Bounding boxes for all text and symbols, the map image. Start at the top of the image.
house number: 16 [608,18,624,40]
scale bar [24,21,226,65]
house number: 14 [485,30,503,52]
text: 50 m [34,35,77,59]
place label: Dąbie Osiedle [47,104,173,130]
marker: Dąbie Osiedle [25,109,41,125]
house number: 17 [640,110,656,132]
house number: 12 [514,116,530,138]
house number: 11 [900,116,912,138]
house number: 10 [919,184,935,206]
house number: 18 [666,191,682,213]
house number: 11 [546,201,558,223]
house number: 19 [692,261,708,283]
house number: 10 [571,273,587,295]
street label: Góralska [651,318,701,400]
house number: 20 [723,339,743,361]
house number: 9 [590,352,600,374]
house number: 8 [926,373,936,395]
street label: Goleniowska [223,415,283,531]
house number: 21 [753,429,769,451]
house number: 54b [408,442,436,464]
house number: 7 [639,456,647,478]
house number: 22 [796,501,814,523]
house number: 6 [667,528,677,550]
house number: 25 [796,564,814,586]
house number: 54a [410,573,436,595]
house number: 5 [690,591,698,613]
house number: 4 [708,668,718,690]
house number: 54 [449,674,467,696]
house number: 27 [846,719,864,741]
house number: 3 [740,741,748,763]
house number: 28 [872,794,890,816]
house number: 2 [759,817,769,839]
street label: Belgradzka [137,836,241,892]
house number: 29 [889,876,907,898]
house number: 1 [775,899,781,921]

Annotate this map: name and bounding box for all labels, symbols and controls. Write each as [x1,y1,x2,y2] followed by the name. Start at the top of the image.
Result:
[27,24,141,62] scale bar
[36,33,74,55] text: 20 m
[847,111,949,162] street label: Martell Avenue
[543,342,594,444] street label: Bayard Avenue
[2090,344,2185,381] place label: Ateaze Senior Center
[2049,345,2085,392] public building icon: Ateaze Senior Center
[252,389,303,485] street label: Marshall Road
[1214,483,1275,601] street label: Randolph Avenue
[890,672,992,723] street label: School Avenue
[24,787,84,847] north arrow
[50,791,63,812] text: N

• **EXERCISE DIRECTIONS**
Take the entries above and repeat them. Alter nothing.

• **ANSWER SPACE**
Bounding boxes for all text and symbols, the map image. Start at the top of the image.
house number: 16 [608,18,624,40]
scale bar [24,21,226,65]
house number: 14 [485,30,503,52]
text: 50 m [34,35,77,59]
place label: Dąbie Osiedle [47,104,173,130]
marker: Dąbie Osiedle [25,109,41,125]
house number: 17 [640,110,656,132]
house number: 12 [514,116,530,138]
house number: 11 [900,116,912,138]
house number: 10 [919,184,935,206]
house number: 18 [666,191,682,213]
house number: 11 [546,201,558,223]
house number: 19 [692,261,708,283]
house number: 10 [571,273,587,295]
street label: Góralska [651,318,701,400]
house number: 20 [723,339,743,361]
house number: 9 [590,352,600,374]
house number: 8 [926,373,936,395]
street label: Goleniowska [223,415,283,531]
house number: 21 [753,429,769,451]
house number: 54b [408,442,436,464]
house number: 7 [639,456,647,478]
house number: 22 [796,501,814,523]
house number: 6 [667,528,677,550]
house number: 25 [796,564,814,586]
house number: 54a [410,573,436,595]
house number: 5 [690,591,698,613]
house number: 4 [708,668,718,690]
house number: 54 [449,674,467,696]
house number: 27 [846,719,864,741]
house number: 3 [740,741,748,763]
house number: 28 [872,794,890,816]
house number: 2 [759,817,769,839]
street label: Belgradzka [137,836,241,892]
house number: 29 [889,876,907,898]
house number: 1 [775,899,781,921]

Annotate this map: name and bounding box for all labels, symbols and controls. Write each as [x1,y1,x2,y2] followed by the name. Start at the top of the image.
Result:
[27,24,141,62] scale bar
[36,33,74,55] text: 20 m
[847,111,949,162] street label: Martell Avenue
[543,342,594,444] street label: Bayard Avenue
[2090,344,2185,381] place label: Ateaze Senior Center
[2049,345,2085,392] public building icon: Ateaze Senior Center
[252,389,303,485] street label: Marshall Road
[1214,483,1275,601] street label: Randolph Avenue
[890,672,992,723] street label: School Avenue
[24,787,84,847] north arrow
[50,791,63,812] text: N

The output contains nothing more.